Stored items from a collection:
§
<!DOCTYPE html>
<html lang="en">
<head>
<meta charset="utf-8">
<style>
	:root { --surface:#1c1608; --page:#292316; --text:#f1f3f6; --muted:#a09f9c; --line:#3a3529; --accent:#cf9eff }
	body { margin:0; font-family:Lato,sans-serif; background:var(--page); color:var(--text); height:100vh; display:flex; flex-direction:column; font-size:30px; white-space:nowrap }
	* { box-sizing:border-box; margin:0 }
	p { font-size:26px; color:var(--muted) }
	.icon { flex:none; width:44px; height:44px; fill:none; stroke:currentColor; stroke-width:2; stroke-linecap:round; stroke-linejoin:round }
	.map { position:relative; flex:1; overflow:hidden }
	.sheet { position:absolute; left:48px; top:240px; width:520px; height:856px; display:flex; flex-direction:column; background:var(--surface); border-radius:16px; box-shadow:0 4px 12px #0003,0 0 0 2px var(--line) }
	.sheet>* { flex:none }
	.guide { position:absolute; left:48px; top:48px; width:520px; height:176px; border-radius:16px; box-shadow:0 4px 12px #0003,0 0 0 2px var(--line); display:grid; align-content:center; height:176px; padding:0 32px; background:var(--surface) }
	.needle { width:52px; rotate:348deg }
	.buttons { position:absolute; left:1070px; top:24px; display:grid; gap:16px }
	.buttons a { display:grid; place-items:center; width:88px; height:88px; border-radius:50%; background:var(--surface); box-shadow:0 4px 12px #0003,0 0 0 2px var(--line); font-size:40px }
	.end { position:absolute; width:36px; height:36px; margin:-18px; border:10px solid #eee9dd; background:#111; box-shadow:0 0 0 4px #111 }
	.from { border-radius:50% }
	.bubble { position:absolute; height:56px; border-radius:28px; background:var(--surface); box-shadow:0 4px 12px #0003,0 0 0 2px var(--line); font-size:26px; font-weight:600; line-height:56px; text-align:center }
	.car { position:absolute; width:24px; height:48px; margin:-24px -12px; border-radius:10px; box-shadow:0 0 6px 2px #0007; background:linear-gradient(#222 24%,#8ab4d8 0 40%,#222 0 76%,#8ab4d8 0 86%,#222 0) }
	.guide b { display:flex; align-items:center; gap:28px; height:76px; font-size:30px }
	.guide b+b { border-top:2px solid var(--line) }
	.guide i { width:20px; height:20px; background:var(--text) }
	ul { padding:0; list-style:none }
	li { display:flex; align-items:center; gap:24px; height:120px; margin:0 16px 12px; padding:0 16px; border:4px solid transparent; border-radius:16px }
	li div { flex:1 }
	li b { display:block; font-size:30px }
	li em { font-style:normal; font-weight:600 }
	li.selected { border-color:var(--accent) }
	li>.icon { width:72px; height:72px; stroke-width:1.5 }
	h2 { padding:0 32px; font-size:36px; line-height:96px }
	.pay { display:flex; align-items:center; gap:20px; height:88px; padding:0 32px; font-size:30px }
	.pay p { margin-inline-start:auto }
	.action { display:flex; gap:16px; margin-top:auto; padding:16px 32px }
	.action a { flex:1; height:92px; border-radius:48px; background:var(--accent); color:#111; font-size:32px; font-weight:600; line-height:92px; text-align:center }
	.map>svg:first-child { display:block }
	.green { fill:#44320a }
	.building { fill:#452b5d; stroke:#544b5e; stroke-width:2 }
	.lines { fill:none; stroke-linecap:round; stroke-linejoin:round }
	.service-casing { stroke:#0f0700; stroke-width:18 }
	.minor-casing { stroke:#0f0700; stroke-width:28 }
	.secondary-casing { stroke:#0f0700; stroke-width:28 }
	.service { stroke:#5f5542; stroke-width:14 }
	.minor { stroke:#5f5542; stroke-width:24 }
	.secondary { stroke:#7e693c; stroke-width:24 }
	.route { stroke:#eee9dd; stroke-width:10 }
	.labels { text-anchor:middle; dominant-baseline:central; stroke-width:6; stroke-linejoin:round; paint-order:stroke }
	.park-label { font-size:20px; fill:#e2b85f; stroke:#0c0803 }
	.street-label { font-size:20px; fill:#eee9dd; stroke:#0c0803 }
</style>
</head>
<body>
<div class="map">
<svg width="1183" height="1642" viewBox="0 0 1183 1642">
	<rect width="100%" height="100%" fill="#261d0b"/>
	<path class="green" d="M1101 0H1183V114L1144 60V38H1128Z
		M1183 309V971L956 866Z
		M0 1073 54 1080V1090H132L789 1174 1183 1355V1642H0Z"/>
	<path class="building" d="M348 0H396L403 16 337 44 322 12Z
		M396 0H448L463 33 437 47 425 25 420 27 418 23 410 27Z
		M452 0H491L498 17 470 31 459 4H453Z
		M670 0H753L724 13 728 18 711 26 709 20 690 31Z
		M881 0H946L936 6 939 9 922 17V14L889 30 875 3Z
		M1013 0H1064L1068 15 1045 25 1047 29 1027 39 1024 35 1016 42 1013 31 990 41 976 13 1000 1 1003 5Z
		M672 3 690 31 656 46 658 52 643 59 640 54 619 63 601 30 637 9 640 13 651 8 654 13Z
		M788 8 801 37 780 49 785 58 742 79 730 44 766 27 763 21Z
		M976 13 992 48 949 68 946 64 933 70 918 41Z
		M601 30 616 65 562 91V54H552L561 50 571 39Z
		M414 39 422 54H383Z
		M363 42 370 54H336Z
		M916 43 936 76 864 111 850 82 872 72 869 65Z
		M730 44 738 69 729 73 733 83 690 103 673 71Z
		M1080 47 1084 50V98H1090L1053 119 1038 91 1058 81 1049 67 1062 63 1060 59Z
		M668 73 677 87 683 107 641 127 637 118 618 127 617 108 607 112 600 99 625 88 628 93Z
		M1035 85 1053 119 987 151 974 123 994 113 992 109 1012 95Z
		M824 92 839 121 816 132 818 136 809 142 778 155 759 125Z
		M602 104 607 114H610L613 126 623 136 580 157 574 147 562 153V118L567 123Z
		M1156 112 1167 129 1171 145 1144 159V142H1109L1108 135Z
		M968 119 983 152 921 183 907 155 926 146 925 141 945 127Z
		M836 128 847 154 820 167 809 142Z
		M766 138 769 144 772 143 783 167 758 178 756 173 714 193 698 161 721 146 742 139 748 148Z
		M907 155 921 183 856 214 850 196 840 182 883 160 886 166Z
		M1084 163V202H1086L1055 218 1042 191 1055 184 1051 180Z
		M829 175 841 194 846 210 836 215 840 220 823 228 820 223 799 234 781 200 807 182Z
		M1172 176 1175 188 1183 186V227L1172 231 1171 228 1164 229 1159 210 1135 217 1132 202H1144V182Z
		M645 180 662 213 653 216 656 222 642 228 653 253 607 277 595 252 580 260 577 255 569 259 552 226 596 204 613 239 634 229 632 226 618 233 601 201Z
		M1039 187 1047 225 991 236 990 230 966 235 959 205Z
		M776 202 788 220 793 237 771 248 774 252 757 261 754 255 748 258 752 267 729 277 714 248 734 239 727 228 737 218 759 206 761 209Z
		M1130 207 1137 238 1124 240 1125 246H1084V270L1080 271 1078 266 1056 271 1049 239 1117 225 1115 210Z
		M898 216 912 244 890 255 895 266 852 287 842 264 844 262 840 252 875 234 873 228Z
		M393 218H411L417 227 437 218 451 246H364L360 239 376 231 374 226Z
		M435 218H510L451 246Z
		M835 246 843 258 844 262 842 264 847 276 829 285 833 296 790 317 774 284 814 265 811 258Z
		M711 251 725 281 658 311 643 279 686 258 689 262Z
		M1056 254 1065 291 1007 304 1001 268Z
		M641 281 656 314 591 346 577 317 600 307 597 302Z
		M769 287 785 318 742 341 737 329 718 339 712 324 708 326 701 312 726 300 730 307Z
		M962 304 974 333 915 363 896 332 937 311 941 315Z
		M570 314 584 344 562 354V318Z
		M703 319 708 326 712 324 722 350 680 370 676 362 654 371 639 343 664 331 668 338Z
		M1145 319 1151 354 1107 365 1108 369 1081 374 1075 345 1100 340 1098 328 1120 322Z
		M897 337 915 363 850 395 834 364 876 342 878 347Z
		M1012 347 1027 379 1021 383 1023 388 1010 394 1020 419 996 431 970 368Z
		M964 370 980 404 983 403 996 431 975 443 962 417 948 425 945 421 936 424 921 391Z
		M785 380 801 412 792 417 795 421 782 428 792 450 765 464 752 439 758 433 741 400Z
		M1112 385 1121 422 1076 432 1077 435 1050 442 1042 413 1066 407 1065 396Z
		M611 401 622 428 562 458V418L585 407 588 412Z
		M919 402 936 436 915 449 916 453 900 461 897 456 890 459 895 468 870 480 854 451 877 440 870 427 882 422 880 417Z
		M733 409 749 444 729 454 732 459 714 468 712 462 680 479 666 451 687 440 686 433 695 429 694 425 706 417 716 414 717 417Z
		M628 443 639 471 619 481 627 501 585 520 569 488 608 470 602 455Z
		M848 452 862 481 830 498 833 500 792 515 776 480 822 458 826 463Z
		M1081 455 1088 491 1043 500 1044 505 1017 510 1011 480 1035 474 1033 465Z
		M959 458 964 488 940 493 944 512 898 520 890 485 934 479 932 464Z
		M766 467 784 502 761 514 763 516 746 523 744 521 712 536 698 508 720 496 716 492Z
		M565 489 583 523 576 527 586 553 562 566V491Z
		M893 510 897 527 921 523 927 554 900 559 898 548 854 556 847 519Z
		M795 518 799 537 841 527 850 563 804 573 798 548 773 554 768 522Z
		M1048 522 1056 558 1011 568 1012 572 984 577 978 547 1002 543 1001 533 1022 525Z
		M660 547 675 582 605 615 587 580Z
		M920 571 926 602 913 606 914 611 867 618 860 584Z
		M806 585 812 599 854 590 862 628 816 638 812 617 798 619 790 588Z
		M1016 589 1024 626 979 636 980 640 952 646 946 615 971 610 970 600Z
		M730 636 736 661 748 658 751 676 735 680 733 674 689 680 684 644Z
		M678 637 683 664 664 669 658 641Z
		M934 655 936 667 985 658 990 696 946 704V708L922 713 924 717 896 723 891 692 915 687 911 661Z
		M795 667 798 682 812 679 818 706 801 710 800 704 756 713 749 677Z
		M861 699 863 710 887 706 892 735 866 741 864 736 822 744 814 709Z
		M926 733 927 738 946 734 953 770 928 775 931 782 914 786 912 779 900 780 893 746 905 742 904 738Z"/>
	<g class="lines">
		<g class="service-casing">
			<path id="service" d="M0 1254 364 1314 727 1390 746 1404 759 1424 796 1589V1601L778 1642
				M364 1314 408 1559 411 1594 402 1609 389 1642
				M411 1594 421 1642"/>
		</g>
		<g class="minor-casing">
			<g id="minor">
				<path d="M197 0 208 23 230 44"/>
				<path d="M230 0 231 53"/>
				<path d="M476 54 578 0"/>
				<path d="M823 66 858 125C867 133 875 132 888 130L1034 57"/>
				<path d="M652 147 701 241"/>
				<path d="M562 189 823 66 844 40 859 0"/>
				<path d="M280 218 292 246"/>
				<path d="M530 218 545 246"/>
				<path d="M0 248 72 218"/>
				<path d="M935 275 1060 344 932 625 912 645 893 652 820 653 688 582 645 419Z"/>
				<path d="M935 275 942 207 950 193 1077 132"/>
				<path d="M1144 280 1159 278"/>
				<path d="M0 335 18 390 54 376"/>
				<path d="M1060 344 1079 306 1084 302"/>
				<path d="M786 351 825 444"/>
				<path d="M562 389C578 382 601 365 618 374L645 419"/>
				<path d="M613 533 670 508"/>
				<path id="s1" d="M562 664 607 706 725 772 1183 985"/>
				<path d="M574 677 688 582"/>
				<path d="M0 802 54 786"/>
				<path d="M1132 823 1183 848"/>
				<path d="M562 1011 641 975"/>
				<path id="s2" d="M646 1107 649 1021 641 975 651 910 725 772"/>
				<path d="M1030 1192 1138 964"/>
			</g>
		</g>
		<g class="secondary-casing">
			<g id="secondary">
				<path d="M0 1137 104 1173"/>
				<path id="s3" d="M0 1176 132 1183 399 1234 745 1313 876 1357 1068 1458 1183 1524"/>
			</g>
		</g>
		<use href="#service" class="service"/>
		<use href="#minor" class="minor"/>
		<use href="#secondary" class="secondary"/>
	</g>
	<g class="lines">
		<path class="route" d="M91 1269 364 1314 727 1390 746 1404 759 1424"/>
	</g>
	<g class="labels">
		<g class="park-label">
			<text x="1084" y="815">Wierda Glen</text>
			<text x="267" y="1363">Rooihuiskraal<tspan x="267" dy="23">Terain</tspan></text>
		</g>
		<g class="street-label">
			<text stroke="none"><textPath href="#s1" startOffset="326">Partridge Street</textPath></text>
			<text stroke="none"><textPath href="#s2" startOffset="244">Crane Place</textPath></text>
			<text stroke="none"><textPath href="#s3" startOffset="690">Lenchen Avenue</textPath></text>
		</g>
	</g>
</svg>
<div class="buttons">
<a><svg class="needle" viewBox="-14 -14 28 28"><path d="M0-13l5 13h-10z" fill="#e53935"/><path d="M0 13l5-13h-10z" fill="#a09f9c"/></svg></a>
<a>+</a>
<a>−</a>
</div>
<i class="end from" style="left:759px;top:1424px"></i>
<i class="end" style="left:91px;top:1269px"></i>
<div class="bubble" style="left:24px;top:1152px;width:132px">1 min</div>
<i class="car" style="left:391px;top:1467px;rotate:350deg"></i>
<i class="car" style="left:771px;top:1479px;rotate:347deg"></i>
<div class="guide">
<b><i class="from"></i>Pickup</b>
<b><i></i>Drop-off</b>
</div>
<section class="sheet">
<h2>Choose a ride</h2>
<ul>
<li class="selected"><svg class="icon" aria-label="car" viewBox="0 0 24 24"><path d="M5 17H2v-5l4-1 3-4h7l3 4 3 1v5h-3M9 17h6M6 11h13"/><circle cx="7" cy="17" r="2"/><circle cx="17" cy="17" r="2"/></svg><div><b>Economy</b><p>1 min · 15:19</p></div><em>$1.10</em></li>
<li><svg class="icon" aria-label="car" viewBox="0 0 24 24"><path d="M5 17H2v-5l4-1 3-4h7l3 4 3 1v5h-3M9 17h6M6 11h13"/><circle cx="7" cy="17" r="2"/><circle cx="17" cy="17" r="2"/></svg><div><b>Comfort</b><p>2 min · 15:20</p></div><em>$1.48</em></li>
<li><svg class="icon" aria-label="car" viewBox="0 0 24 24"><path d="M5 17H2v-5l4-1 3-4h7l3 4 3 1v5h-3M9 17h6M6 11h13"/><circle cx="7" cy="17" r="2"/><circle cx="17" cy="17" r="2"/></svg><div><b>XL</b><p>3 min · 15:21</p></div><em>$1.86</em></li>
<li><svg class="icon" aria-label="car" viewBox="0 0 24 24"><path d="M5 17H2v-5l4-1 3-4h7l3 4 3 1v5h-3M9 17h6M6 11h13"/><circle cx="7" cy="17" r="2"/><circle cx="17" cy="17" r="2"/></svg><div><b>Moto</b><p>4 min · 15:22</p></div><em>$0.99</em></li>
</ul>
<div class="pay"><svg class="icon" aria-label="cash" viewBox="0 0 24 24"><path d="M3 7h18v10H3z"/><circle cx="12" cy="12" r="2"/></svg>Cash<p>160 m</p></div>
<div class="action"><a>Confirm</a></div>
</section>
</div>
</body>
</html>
§
PROBLEM: Print only these lines, please. They run from the start of the entries above to the line containing "--surface:#1c1608; --page:#292316; --text:#f1f3f6;", both ends included, and must match exactly.

ANSWER SECTION:
<!DOCTYPE html>
<html lang="en">
<head>
<meta charset="utf-8">
<style>
	:root { --surface:#1c1608; --page:#292316; --text:#f1f3f6; --muted:#a09f9c; --line:#3a3529; --accent:#cf9eff }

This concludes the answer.